Understanding the Operations that Govern Regional Funds
Regional funds operate in the same capacity as all other mutual funds. This means that they too must be viewed as vehicles for investment that are composed of collections of money brought in via several investors. These investors each seek to invest in securities and the fund in question does so on their behalf. The invested money is directed towards a range of securities including but not limited to stocks, high yield bonds, leveraged loans and investment-grade bonds. While it isn’t uncommon for several of these funds to focus on a single asset class like stocks, some funds may offer their investors a well-mixed set of asset classes.
Regional funds make use of professional money managers who are tasked with having to direct where the fund makes investments such that capital gains may be generated if not income.
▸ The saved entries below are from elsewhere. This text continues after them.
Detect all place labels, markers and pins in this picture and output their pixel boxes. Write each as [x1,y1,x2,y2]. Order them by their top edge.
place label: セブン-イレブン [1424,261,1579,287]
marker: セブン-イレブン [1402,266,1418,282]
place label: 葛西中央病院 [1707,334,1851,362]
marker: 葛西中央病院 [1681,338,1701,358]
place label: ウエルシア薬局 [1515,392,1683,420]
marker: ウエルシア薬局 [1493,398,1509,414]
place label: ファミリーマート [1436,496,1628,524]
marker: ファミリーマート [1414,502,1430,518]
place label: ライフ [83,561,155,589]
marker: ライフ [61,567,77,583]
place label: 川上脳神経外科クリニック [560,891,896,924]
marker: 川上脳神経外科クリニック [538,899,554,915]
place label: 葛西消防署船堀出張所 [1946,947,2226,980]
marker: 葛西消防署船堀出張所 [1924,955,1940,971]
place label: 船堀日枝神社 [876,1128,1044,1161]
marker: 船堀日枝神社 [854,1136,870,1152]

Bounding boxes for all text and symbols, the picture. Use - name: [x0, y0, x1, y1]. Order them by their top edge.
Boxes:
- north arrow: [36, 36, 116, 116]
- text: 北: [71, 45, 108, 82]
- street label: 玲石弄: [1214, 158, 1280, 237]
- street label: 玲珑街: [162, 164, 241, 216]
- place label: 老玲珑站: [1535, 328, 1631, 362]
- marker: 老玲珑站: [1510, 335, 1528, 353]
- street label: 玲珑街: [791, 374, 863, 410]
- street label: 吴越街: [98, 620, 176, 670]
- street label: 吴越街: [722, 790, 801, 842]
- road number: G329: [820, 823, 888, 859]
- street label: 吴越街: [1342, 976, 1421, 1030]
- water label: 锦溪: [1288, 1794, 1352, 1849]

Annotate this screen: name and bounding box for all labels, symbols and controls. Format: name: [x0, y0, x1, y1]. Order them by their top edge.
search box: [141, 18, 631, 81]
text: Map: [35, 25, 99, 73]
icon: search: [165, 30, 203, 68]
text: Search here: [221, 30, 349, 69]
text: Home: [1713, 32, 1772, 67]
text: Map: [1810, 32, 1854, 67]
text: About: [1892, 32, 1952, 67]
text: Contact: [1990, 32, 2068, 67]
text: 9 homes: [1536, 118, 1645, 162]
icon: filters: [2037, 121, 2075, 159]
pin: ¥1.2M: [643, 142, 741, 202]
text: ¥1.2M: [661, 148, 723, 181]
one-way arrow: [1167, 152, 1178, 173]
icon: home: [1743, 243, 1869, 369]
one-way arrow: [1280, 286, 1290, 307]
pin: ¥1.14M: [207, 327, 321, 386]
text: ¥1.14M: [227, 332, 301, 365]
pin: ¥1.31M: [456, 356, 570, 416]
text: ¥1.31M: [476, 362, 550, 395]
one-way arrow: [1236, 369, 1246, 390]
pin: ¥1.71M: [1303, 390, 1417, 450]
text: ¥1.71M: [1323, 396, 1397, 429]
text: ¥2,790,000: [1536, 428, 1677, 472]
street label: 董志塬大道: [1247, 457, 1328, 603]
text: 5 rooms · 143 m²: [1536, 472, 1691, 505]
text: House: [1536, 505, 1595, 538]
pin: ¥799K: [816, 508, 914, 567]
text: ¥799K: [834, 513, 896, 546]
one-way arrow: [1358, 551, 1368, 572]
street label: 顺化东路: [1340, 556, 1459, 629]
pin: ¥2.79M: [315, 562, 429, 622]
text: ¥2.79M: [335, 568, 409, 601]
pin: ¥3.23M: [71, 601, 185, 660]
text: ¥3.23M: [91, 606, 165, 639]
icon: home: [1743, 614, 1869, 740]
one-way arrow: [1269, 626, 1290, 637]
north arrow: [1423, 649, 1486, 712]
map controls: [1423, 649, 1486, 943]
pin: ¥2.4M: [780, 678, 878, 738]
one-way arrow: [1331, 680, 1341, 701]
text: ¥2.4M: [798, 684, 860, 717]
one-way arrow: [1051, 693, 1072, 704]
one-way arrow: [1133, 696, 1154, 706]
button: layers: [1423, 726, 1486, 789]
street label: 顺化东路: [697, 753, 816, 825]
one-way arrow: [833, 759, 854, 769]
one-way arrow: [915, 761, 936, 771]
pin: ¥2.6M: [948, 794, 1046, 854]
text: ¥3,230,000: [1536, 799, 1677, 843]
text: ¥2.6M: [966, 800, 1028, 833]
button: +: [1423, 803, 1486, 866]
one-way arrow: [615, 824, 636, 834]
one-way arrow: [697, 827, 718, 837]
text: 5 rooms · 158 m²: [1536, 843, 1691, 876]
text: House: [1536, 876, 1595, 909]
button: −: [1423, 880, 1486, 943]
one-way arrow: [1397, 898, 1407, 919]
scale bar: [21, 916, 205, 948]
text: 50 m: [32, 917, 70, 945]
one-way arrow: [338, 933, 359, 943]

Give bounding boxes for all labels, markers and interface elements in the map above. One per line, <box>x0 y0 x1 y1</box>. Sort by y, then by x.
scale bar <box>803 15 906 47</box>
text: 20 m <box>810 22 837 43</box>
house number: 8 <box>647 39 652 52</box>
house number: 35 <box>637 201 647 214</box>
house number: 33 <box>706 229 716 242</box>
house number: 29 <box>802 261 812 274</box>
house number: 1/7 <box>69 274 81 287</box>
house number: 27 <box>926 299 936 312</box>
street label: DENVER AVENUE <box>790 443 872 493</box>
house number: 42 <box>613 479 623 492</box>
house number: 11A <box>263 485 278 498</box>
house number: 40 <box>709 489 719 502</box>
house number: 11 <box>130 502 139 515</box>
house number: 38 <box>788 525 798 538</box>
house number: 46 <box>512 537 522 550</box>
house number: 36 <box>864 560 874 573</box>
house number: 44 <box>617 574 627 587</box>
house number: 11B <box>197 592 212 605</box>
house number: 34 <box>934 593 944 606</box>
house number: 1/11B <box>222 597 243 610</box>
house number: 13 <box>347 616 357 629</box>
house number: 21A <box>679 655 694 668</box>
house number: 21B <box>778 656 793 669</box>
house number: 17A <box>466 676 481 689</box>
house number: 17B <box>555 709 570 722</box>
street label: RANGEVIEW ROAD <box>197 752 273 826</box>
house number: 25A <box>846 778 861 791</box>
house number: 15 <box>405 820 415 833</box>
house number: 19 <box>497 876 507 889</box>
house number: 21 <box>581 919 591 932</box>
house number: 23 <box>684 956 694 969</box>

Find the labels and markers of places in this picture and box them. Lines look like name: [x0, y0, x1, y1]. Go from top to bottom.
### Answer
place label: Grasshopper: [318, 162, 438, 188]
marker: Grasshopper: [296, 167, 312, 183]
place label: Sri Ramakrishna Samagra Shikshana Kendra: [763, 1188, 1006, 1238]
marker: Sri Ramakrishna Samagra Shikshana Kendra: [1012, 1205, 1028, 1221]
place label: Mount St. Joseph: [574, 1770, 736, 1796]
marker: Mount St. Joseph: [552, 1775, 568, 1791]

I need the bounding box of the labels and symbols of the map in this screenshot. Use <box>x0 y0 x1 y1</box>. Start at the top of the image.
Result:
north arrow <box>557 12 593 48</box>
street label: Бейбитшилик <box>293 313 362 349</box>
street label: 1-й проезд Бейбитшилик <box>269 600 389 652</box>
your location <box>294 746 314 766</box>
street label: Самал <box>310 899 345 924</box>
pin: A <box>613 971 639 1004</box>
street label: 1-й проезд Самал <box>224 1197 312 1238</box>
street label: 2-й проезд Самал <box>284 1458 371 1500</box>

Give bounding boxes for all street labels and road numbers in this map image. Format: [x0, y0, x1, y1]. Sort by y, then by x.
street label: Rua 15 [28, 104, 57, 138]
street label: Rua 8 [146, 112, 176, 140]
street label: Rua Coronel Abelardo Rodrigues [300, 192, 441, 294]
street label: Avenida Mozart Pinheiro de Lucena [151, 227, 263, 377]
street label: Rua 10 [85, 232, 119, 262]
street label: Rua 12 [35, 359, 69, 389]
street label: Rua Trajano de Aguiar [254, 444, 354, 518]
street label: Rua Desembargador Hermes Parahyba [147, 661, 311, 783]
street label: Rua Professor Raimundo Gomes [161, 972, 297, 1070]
These outcomes may be on occasion both be desired to keep in mind the fund objective.
Contrary to what the term ‘regional fund’ quite literally means, a handful of investors also view emerging markets funds to be regional funds. This happens to be the case despite the fact that emerging markets funds do not solely invest in securities from one specific geographical area alone. Emerging markets funds are known to invest in India, Russia and China apart from dabbling in a range of countries located in Africa, Southeast Asia and Latin America.
Thought Processes That Govern Investments in Regional Funds
A number of investors seek to direct their income to regional funds such that they acquire diversified exposure within a certain geographic region. This is because they are under the impression that said region provides returns that surpass the average.
The average investor is likely to find regional funds to be a practical investment. This is owed to the fact that most individuals don’t have sufficient capital such that they can sufficiently diversify their investment holdings across several individual investments within a particular geographical region. Furthermore, it isn’t necessary for said investors to have the expertise required to handpick holdings on their own.
The Forms that Regional Funds Take On
Regional funds may exist in an active or passive form, much like all other mutual funds.
In the case of active regional funds, portfolio managers or management teams are in charge of the operations of the fund. Their aim pertains to surpassing the performance of the prevailing regional index.
In the case of passive regional funds, fees are comparatively lower and the idea of performing in sync with a regional index prevails.
Regional funds are known to primarily focus on investments in publicly traded companies. That being said, a handful of active regional funds may have a limited number of investments in private companies.
Owing to the fact that certain regional funds have higher operational costs owing to their solely regional focus, investment managers tend to levy higher fees for said funds.
Examining Regional Funds Against International Funds
Several regional funds do actually fall under the category of a form of international funds. International here refers to funds that have broad exposure to regions that extend outside India or have a specific exposure to investments in a single non-Indian country. Take for instance international investment-grade bond funds that are offered by a number of investment managers.
Regional funds must not be assumed to be the same as emerging markets funds. They operate in the same manner that mutual funds do however they target investments based on a particular geographical region.